Every Ending Is a New Beginning

Simulation of structural response to sequential hazards, e.g., fire following earthquake or tsunami following earthquake, is something OpenSees can handle. But suppose you want to look at different tsunami scenarios after a single earthquake. Tsunami loading occurs over a few seconds where the preceding earthquake lasted a minute or two. Do you want to repeat the same earthquake simulation for every tsunami loading scenario? No, me neither.

The database command in OpenSees allows you to save and restore models, so that in this hypothetical example you only need to run the earthquake simulation once. Although three database types are available, only the File option works–MySQL and BerkeleyDB haven’t been updated in a long time.

After creating a database, the save command will write the entire state of the domain–nodes, elements, constraints, loads, and time series, as well as the current time–to the database. You can save the domain multiple times, just give different commit tags. Also, the analysis options (algorithm, system, integrator, etc.) are not saved.

The restore command brings the domain back into memory, after which you can define the analysis options. Note that the time in the domain is restored, so you are not starting at t=0. This can makes things a little tricky when defining new time series on the restored model. Either reset the time in the domain or give a start time to the time series. Also, be sure to remove, either before you save or after you restore, any load patterns that should not be active in the analysis of the restored model.
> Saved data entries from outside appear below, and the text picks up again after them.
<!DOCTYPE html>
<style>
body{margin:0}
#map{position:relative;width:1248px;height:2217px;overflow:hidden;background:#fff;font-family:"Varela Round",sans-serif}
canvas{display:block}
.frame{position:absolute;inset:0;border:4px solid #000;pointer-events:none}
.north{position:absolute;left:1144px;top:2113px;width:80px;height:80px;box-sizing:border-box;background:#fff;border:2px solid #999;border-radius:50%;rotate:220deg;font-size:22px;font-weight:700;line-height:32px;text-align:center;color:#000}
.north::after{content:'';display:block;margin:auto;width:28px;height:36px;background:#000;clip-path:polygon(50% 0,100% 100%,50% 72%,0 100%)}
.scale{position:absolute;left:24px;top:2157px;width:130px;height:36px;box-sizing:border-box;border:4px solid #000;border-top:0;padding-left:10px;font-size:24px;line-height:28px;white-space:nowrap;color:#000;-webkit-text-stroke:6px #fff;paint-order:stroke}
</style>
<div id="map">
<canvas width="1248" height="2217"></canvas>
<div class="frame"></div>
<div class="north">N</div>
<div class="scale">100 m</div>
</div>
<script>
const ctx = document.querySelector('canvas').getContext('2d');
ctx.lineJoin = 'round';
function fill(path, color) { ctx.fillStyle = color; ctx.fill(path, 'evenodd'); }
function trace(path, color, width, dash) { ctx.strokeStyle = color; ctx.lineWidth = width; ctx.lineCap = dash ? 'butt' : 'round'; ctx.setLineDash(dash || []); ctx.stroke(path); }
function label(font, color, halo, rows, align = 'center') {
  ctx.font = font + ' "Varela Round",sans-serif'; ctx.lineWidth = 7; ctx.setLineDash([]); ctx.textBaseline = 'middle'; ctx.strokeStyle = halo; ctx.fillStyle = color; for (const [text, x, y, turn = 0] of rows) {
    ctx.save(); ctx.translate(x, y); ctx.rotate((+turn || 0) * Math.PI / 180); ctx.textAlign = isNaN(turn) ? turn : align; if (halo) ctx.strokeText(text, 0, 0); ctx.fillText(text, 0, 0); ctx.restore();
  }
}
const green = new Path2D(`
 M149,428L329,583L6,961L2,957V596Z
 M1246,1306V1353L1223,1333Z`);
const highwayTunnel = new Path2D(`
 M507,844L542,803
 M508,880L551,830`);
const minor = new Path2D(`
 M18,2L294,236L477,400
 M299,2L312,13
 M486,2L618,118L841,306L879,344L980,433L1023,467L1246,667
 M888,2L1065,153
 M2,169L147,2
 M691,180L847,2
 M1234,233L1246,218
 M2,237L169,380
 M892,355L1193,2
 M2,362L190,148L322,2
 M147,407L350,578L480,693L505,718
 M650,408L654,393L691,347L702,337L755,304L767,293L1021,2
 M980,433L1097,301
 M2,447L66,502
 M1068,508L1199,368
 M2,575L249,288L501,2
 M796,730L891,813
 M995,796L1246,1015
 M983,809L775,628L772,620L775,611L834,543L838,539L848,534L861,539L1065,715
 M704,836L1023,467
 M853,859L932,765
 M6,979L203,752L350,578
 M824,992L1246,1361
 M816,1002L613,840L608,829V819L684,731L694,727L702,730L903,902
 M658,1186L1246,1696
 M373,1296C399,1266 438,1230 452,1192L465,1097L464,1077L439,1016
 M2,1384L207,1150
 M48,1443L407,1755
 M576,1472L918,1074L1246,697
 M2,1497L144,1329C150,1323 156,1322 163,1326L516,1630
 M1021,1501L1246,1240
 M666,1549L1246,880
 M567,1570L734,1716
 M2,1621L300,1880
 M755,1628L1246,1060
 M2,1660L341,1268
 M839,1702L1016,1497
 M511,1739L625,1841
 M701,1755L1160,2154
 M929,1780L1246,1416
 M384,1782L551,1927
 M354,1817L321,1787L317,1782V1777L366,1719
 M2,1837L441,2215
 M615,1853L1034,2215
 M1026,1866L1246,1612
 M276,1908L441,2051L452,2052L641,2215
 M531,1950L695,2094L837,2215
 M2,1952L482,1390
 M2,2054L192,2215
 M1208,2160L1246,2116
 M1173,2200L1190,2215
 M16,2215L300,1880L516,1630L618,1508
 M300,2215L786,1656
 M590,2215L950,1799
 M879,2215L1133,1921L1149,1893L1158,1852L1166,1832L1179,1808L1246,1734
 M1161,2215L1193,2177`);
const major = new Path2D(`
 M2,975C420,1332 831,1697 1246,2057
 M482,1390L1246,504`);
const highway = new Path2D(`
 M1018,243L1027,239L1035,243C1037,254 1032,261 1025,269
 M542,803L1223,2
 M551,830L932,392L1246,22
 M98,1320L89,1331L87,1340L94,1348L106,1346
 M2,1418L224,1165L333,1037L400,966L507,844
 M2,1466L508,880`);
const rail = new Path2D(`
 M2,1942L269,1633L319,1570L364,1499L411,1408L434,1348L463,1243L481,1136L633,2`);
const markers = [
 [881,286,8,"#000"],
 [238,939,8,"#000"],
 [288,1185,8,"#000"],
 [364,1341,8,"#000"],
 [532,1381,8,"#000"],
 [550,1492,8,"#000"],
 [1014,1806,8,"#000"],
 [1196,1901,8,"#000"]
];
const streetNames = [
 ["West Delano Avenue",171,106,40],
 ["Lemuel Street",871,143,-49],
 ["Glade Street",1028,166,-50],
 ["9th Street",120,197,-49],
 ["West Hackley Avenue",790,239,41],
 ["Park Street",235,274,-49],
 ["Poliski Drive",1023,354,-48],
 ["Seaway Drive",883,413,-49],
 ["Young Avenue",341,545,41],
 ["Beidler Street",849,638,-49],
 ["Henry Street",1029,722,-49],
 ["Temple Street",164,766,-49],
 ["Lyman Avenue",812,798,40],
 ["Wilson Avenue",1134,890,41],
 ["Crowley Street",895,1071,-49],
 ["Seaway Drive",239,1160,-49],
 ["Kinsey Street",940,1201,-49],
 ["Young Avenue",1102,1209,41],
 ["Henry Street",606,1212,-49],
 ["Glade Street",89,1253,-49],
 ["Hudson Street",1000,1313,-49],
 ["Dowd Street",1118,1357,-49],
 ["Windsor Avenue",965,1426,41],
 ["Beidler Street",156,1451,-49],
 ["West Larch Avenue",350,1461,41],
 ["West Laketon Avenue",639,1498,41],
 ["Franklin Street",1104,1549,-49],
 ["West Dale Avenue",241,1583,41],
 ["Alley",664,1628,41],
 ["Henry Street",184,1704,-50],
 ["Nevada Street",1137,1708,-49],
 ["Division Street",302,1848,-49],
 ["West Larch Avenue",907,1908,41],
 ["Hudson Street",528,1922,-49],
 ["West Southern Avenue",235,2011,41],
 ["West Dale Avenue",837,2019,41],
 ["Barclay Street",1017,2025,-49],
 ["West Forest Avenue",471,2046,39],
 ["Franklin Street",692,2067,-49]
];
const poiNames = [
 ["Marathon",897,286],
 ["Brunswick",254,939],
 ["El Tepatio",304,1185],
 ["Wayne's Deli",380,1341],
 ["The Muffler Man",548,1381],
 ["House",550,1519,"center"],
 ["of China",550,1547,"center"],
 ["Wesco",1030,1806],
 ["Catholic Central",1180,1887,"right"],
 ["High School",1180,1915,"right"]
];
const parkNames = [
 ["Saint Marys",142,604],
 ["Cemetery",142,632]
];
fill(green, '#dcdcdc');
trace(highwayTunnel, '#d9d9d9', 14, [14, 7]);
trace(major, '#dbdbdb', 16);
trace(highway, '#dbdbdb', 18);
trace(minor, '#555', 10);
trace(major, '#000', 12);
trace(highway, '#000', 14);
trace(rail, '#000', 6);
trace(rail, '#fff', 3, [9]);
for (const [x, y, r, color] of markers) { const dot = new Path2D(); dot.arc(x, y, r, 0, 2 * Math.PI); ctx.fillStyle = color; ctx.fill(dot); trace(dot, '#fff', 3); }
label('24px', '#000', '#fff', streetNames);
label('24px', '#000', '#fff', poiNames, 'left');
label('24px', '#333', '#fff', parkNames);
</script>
Here is a simple example of a truss element with bilinear stress-strain and subjected to two separate loadings (A and B) that grossly oversimplify a tsunami load following an earthquake.

After defining the model and performing the first analysis (A), create a File database (in the code below I added a subfolder db/ to the database name because I don’t want a bunch of files in my current working directory), then save the model. Here I use the wipe command, then restore the model, but you could restore the model from a separate script as long as you know the commit tag. After the model is restored, I reset the domain time to zero and remove the cyclic load pattern–something you may not have to do depending on how you define the analyses–then do the second analysis (B).

#
# Define model, do first analysis
#

ops.database('File','db/testTrussDB')
ops.save(76) # Arbitrary commit tag

ops.wipe()

ops.database('File','db/testTrussDB')
ops.restore(76)

ops.setTime(0)
ops.remove('loadPattern',1)

#
# Do second analysis
#

The results of analyses A and B show the plastic strain was carried over from the save to the restore, i.e., the initial condition of analysis B was the final state of analysis A.

The correct execution of the save and restore commands relies on implementation of the sendSelf and recvSelf methods of all elements and materials in your model. In many cases, these methods are incorrect or not implemented at all. Let me know if you come across any cases where save and restore don’t work. Implementing or fixing sendSelf and recvSelf is usually pretty straightforward.

4 thoughts on “Every Ending Is a New Beginning

  1. Excellent post! I’d like to add that this combination of database save and restore commands can also be used to move models between interpreters – Python to Tcl and vice versa.